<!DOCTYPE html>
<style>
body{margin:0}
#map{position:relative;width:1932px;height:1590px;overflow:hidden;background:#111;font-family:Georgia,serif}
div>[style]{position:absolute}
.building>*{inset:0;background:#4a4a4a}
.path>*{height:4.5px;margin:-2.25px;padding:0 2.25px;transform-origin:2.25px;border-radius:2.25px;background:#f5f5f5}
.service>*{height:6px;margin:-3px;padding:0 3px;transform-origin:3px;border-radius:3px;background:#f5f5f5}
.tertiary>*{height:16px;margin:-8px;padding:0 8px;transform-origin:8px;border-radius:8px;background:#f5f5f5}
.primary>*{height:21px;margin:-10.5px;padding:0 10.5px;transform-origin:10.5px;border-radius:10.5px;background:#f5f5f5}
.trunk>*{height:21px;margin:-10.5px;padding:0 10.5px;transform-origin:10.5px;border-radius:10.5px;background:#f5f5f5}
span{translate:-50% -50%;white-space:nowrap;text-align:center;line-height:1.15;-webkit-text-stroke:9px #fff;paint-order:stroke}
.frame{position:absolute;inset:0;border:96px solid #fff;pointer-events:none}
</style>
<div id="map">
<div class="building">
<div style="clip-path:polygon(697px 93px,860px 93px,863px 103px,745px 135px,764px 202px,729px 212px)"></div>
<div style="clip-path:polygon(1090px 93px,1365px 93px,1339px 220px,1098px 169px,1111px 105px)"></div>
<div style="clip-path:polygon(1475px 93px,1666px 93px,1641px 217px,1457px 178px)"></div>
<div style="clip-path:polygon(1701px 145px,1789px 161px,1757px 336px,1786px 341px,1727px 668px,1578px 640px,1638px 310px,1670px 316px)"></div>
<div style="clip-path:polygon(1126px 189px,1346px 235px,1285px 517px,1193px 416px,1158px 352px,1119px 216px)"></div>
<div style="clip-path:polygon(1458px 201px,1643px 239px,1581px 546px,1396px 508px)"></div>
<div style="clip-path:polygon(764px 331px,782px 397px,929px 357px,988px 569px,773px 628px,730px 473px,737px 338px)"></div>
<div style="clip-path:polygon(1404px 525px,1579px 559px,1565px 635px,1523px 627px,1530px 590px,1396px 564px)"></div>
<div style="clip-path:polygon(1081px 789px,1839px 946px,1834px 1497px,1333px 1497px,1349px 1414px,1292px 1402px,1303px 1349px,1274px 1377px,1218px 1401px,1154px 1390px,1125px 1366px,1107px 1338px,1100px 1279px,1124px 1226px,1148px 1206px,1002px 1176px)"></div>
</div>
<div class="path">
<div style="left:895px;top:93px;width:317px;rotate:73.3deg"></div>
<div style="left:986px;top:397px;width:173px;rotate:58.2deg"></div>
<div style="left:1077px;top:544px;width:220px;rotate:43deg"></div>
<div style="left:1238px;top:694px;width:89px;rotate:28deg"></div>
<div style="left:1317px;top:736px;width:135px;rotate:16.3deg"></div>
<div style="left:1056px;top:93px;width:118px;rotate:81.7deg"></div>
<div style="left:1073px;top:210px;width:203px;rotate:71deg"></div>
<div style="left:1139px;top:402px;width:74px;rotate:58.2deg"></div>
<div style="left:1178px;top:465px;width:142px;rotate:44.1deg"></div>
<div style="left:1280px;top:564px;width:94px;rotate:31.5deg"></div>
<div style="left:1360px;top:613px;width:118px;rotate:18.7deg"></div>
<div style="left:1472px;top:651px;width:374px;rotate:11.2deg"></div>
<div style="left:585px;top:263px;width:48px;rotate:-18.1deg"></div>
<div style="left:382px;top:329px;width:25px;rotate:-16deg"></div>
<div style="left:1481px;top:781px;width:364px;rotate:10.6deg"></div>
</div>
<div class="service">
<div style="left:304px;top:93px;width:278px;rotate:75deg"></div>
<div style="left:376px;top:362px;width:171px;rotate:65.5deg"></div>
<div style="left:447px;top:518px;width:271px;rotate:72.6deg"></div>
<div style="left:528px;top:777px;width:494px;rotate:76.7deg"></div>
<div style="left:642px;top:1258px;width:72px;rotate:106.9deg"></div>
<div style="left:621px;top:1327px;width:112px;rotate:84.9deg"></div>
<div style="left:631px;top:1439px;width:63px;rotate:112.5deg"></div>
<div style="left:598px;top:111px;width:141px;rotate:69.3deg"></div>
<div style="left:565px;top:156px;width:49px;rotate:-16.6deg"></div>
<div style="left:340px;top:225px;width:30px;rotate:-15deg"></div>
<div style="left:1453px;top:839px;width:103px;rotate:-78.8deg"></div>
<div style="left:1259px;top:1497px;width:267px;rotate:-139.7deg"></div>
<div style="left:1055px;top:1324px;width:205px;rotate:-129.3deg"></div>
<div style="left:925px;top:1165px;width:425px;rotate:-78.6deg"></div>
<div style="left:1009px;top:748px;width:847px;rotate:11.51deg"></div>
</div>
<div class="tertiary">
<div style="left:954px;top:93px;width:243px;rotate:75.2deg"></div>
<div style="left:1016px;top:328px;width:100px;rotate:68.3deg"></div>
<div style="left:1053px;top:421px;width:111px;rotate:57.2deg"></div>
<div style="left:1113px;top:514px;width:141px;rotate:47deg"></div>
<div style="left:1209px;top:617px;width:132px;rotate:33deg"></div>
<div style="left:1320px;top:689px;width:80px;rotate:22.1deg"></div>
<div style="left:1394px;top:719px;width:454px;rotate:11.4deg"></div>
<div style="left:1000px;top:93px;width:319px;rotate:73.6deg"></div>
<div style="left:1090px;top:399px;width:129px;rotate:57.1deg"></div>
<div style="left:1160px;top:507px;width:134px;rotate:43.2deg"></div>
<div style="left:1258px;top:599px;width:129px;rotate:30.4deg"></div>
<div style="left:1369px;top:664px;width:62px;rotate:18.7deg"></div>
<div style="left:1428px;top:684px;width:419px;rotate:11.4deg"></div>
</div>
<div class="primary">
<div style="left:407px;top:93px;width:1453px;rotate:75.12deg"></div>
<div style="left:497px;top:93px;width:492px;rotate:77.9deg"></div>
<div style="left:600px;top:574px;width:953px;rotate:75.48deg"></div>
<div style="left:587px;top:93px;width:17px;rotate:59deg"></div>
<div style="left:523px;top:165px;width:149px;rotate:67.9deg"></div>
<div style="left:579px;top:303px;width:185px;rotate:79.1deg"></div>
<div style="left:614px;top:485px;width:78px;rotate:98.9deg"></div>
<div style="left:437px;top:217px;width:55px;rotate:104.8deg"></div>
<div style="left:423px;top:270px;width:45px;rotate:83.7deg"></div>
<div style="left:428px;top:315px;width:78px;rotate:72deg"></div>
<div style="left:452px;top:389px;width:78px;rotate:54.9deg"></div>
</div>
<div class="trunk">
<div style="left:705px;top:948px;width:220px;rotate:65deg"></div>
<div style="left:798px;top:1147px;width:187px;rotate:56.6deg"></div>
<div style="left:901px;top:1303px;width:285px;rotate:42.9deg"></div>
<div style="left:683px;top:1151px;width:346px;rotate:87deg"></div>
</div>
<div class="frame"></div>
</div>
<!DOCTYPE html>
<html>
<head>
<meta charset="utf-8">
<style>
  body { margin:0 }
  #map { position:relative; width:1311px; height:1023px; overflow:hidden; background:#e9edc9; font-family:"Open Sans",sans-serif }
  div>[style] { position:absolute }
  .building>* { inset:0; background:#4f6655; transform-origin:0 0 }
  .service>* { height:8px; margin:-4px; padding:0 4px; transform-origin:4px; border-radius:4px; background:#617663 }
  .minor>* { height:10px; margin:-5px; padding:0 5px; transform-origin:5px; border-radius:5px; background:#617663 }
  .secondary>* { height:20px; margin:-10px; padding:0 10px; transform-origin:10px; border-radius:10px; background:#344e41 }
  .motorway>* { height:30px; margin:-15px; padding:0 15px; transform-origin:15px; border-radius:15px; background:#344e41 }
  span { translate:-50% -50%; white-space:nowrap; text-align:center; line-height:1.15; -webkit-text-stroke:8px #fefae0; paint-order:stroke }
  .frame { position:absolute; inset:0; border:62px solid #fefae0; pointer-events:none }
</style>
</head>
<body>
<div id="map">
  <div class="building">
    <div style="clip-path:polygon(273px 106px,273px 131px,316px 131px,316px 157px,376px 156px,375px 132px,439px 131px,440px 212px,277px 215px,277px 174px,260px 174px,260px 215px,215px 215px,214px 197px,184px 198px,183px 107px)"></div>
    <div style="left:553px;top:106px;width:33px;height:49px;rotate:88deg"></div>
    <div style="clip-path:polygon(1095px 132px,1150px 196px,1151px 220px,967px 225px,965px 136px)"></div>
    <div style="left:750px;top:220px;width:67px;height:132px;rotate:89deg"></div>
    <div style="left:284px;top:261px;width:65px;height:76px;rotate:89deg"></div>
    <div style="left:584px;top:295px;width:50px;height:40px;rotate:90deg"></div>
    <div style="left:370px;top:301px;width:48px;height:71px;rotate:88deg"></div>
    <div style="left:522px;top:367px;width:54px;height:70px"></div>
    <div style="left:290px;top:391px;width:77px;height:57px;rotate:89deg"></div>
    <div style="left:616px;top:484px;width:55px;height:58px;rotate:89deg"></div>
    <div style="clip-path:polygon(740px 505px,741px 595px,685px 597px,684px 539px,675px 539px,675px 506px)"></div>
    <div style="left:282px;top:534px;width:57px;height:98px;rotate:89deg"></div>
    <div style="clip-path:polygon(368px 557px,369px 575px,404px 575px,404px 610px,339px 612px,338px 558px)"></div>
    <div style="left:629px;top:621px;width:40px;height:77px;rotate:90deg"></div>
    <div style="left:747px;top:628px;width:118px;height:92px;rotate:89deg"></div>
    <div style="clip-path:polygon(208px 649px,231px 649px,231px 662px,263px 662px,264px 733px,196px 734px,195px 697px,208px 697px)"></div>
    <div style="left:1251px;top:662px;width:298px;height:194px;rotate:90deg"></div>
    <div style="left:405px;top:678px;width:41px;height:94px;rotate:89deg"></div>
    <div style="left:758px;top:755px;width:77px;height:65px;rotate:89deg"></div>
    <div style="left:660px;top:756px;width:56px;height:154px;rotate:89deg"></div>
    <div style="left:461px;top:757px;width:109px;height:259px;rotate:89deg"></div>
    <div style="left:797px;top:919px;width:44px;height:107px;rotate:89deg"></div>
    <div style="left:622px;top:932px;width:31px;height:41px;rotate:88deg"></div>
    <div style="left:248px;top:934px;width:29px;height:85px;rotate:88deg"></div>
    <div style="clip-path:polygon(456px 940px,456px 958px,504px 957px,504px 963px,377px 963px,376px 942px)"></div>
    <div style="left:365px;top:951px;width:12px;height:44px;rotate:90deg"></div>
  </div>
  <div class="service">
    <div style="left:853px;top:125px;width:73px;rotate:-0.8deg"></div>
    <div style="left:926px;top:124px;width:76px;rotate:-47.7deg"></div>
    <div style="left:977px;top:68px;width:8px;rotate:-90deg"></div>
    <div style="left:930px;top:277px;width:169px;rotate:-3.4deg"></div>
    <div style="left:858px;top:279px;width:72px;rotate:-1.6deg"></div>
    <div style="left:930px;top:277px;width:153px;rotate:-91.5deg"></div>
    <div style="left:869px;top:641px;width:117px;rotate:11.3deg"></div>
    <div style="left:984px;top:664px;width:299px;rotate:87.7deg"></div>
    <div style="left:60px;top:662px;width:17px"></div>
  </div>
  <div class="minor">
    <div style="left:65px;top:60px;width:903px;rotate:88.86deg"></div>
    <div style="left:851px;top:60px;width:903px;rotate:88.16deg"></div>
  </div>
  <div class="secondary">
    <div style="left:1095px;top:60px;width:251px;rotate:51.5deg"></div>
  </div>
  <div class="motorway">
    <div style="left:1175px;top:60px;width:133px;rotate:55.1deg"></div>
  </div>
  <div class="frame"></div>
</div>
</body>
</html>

● ● ● ● ●

--- Problem to work on ---
Go through the entries above and pull out each line with "family" in it.

--- Output of the task ---
#map{position:relative;width:1932px;height:1590px;overflow:hidden;background:#111;font-family:Georgia,serif}
  #map { position:relative; width:1311px; height:1023px; overflow:hidden; background:#e9edc9; font-family:"Open Sans",sans-serif }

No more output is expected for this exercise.